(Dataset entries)

=== Begin Enclosure ===

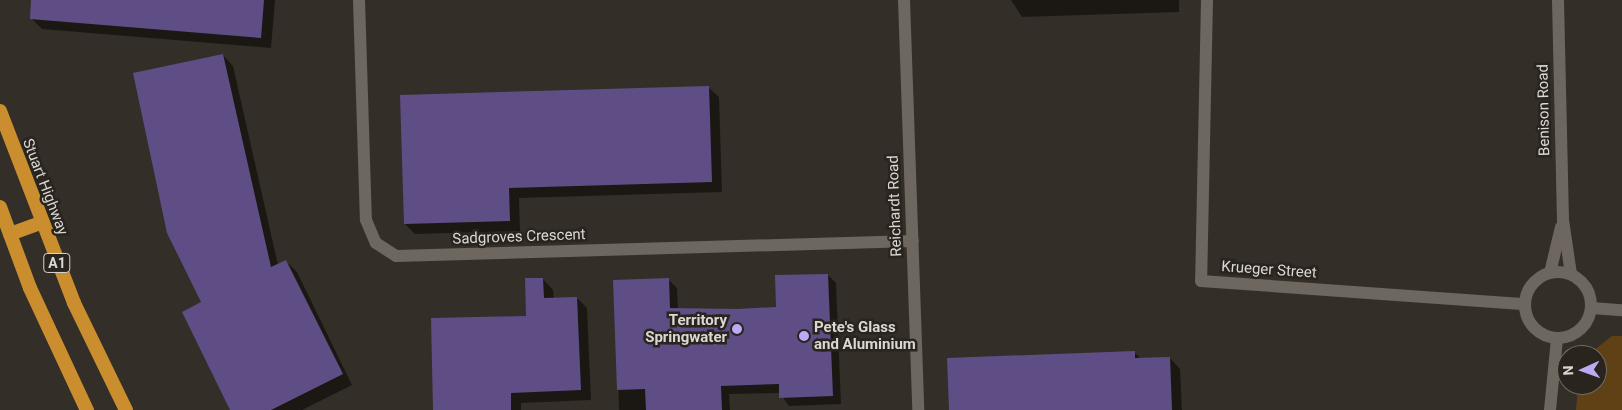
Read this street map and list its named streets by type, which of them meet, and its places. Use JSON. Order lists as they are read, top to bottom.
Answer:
{
  "streets": {
    "highway": ["Stuart Highway", "A1"],
    "street": [
      "Benison Road",
      "Reichardt Road",
      "Sadgroves Crescent",
      "Krueger Street"
    ]
  },
  "crossings": [
    ["Benison Road", "Krueger Street"],
    ["Reichardt Road", "Sadgroves Crescent"]
  ],
  "places": ["Territory Springwater", "Pete's Glass and Aluminium"],
  "north": "left"
}
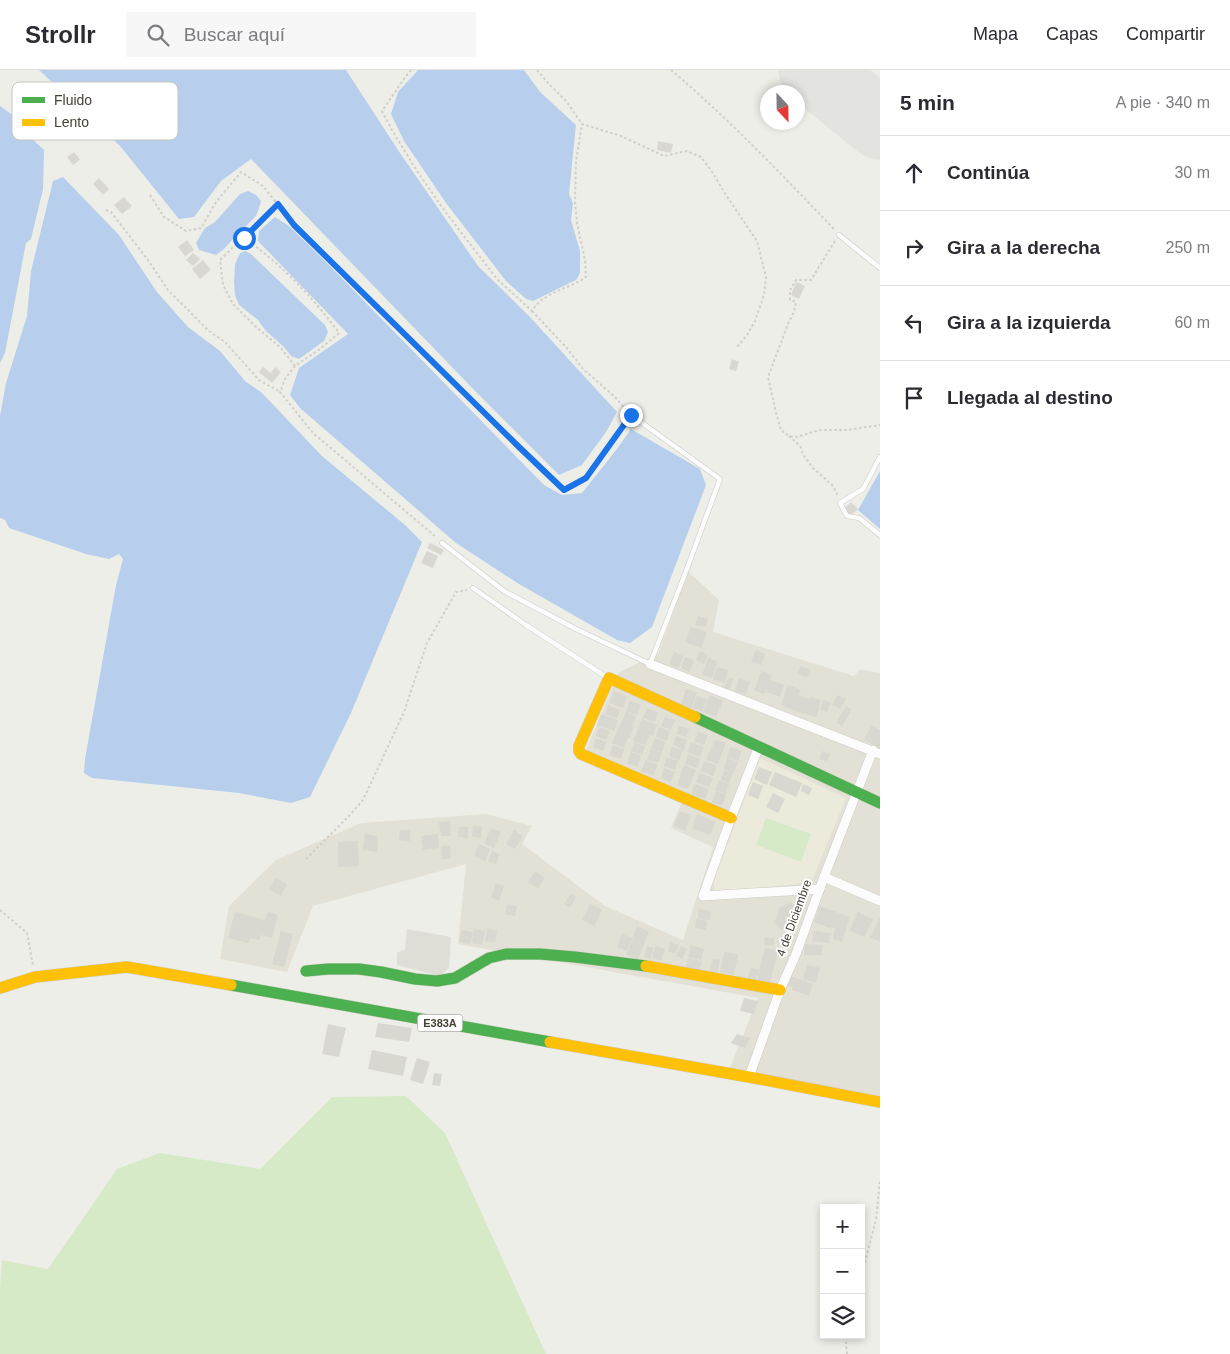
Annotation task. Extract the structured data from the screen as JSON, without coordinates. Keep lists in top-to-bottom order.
{
  "streets": {
    "street": ["4 de Diciembre", "E383A"]
  },
  "crossings": [
    ["4 de Diciembre", "E383A"]
  ],
  "legend": ["Fluido", "Lento"],
  "north": "bottom",
  "page": {
    "header": "Strollr",
    "search": "Buscar aquí",
    "nav": ["Mapa", "Capas", "Compartir"],
    "heading": ["5 min", "A pie · 340 m"],
    "list": [
      ["Continúa", "30 m"],
      ["Gira a la derecha", "250 m"],
      ["Gira a la izquierda", "60 m"],
      "Llegada al destino"
    ],
    "map_buttons": ["+", "−"]
  }
}
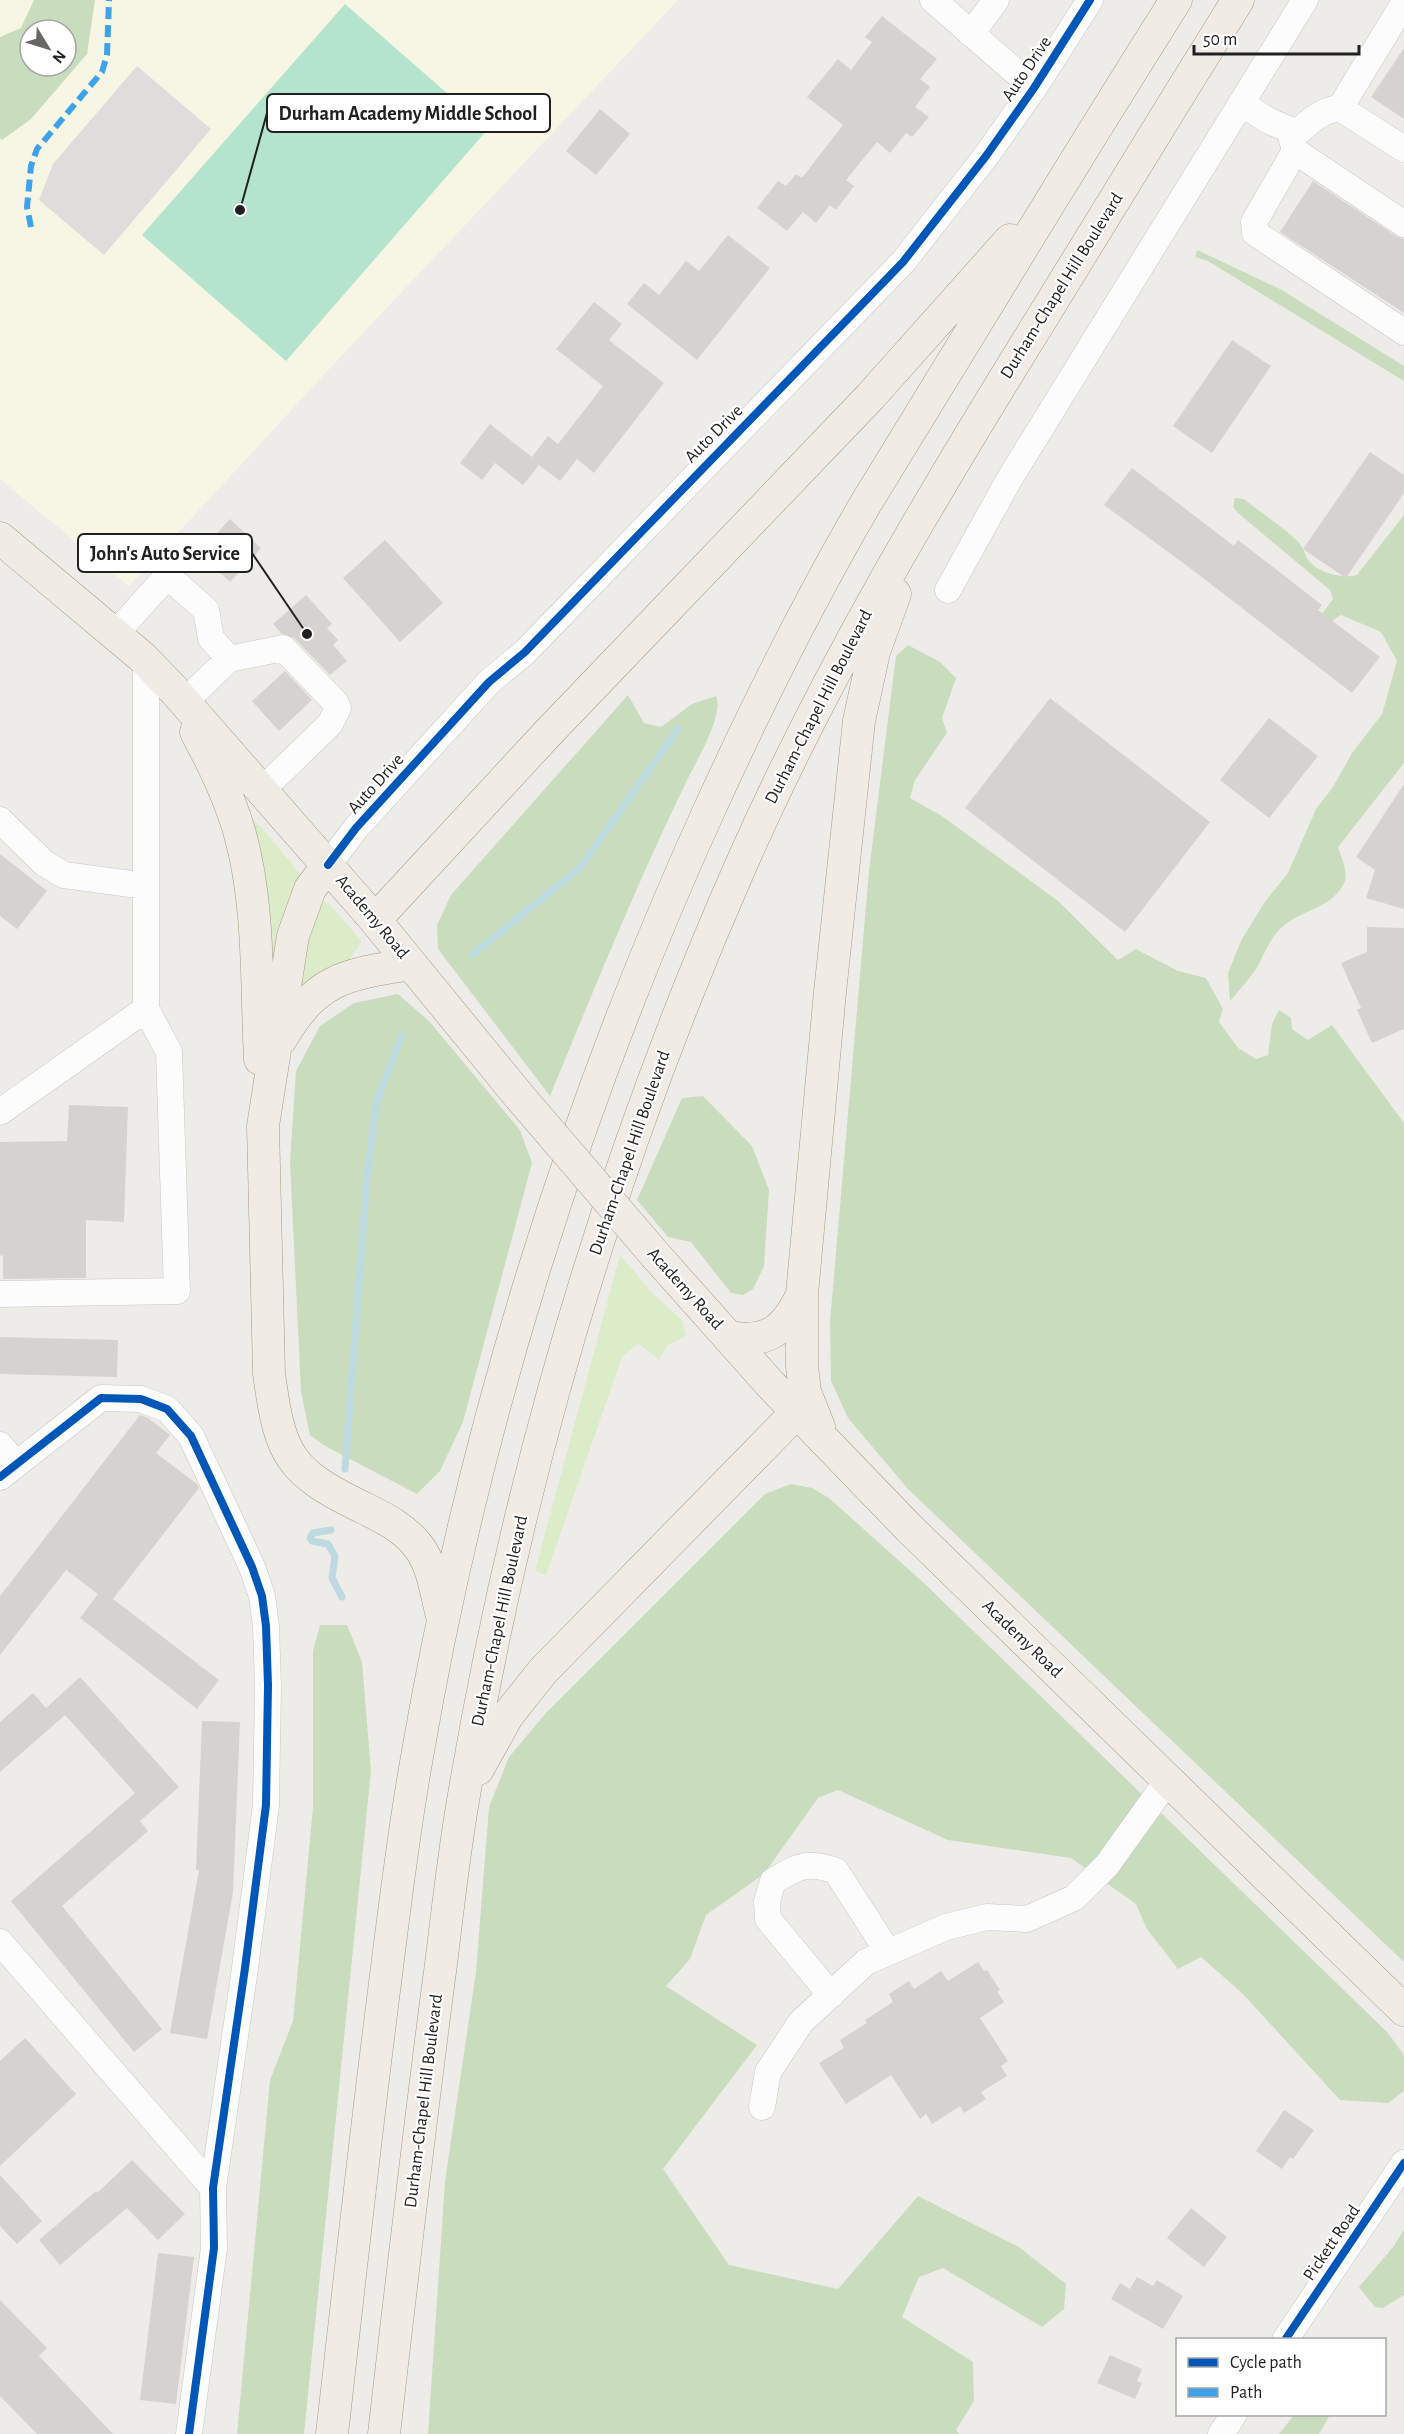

=== End Enclosure ===

◆ TASK REQUIREMENTS ◆
Output the data above exactly, excluding images.

◆ FINAL ANSWER ◆
Read this street map and list its named streets by type, which of them meet, and its places. Use JSON. Order lists as they are read, top to bottom.
Answer:
{
  "streets": {
    "highway": ["Stuart Highway", "A1"],
    "street": [
      "Benison Road",
      "Reichardt Road",
      "Sadgroves Crescent",
      "Krueger Street"
    ]
  },
  "crossings": [
    ["Benison Road", "Krueger Street"],
    ["Reichardt Road", "Sadgroves Crescent"]
  ],
  "places": ["Territory Springwater", "Pete's Glass and Aluminium"],
  "north": "left"
}
Annotation task. Extract the structured data from the screen as JSON, without coordinates. Keep lists in top-to-bottom order.
{
  "streets": {
    "street": ["4 de Diciembre", "E383A"]
  },
  "crossings": [
    ["4 de Diciembre", "E383A"]
  ],
  "legend": ["Fluido", "Lento"],
  "north": "bottom",
  "page": {
    "header": "Strollr",
    "search": "Buscar aquí",
    "nav": ["Mapa", "Capas", "Compartir"],
    "heading": ["5 min", "A pie · 340 m"],
    "list": [
      ["Continúa", "30 m"],
      ["Gira a la derecha", "250 m"],
      ["Gira a la izquierda", "60 m"],
      "Llegada al destino"
    ],
    "map_buttons": ["+", "−"]
  }
}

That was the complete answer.